MiR-92b-3p is Induced by Advanced Glycation End Products and Involved in the Pathogenesis of Diabetic Nephropathy

الملخص EN

Purpose.

The current study aims to examine the effects of advanced glycation end products (AGEs) on the microRNA (miRNA) expression profile in the kidney tissues of rats.

Methods.

Wistar rats were randomly divided into three equal experiment groups: the AGE group, the RSA group, and the control group.

The rats in the AGE group and the RSA group were administered with advanced glycation end products (AGEs) and rat serum albumin (RSA) via the tail vein, respectively, whereas the control group received PBS.

Total RNA was prepared from the rat kidney tissues, and the miRNA expression profiles in different experiment groups were compared by microarray analysis.

The expression levels of selected differential miRNAs were verified by RT-qPCR.

Target gene prediction was conducted using algorithms such as TargetScan, miRanda, and PICTar.

Functional analysis was performed to determine the putative biological roles of the validated miRNAs.

Results.

The microarray study revealed 451 upregulated and 320 downregulated miRNAs in the AGE group compared with the RSA group (p<0.05).
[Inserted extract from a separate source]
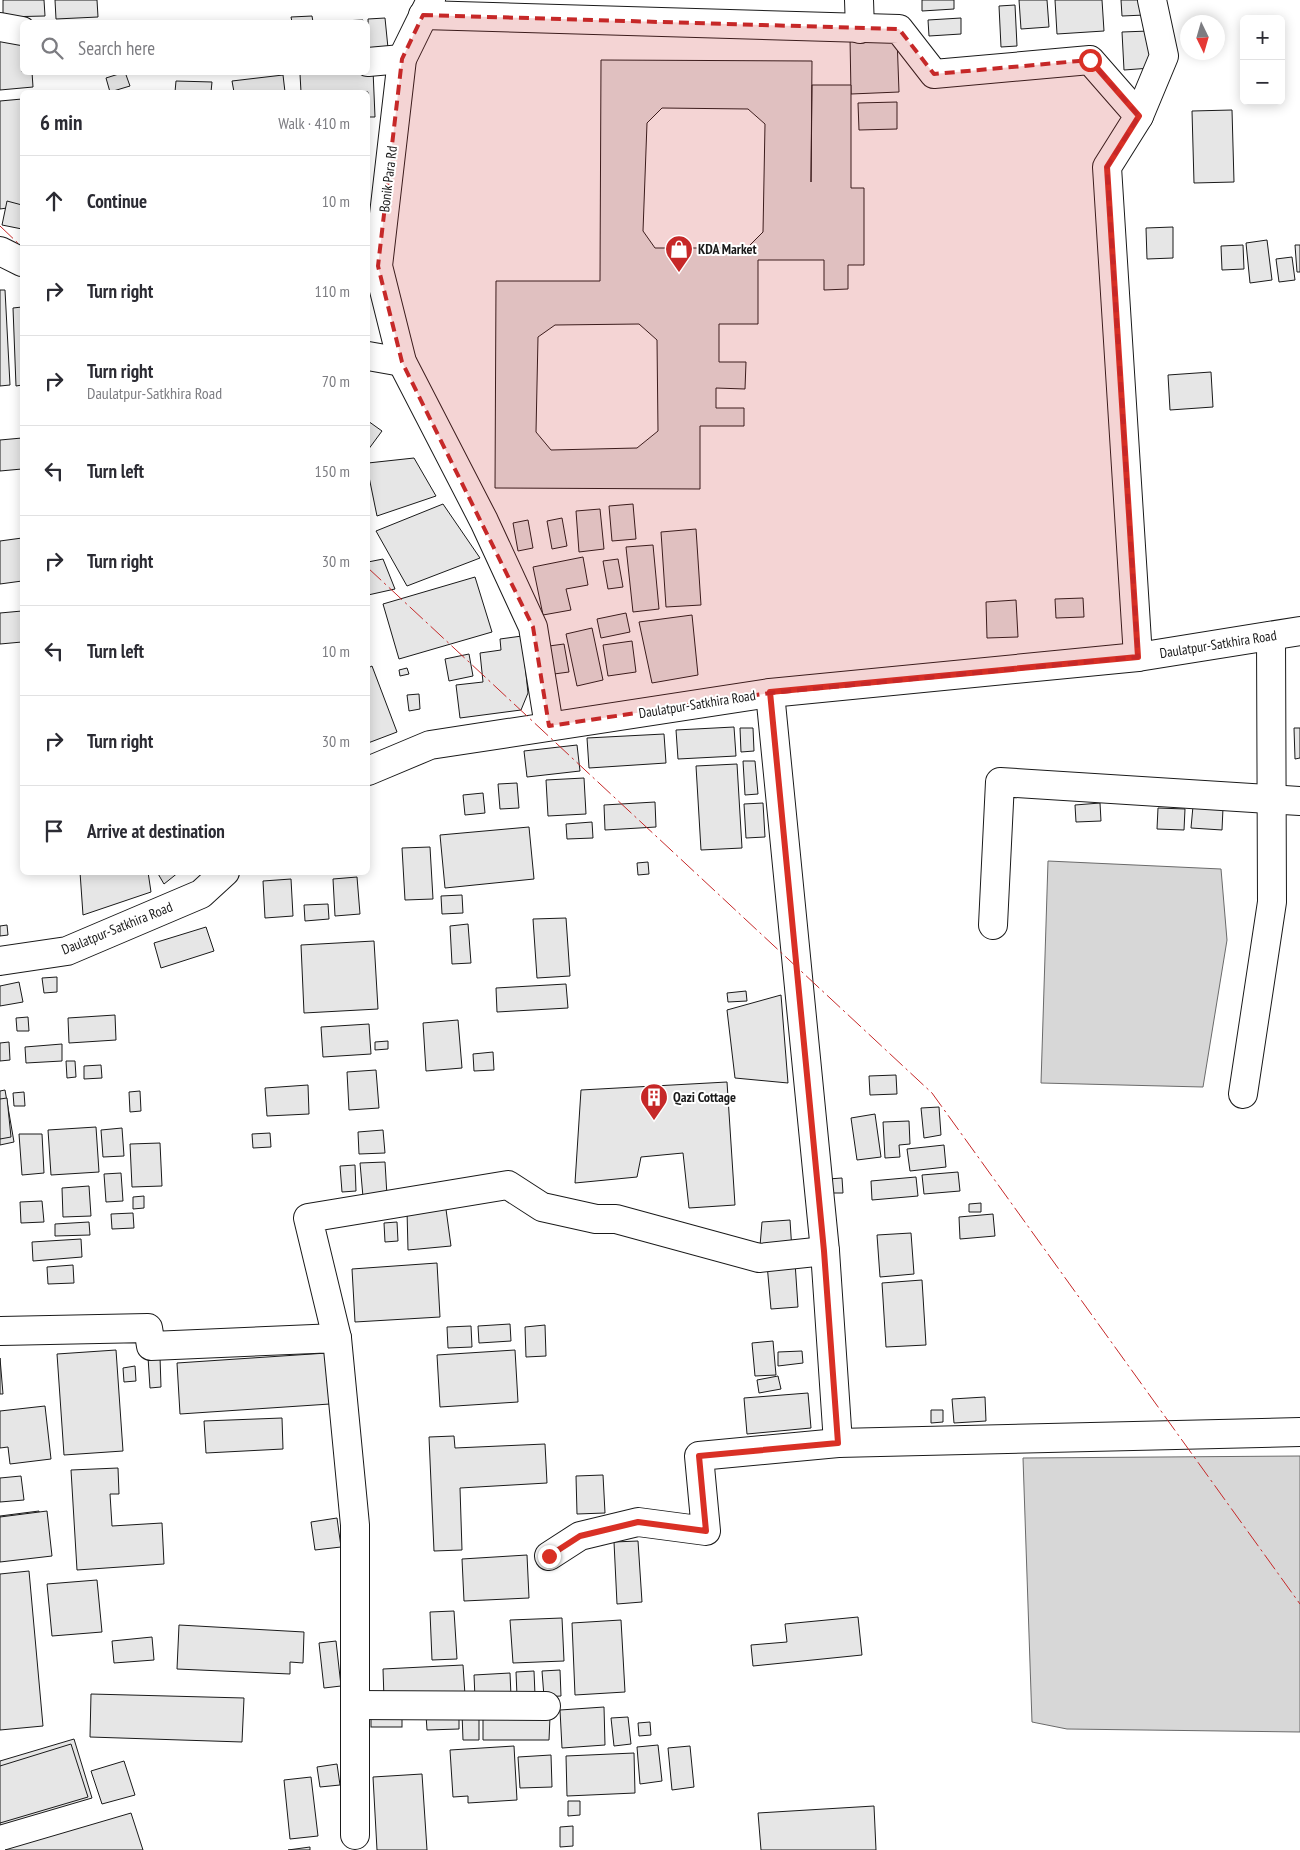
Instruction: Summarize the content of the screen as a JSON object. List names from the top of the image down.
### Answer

Seven miRNAs, including miR-21-5p, miR-92b-3p, miR-140-3p, miR-196a-5p, miR-181b-5p, miR-186-5p, and miR-192-5p, were screened and verified using RT-qPCR, of which, the change of miR-92b-3p was the most obvious according to the miRNA expression different multiple and p value.

Furthermore, the expression trend of miR-92b-3p measured by RT-qPCR was shown to be consistent with the microarray results.

Bioinformatics analysis and luciferase reporter assay identified Smad7 was a direct target of miR-92b-3p.

Both immunohistochemical and western blotting showed that Smad7 expression was significantly suppressed in the kidney tissues from the AGE group compared with the control and RSA groups.

Conclusion.

The results of the current study suggested that miR-92b-3p could mediate AGE-induced development of renal abnormalities through targeting Smad7 in rats with DN.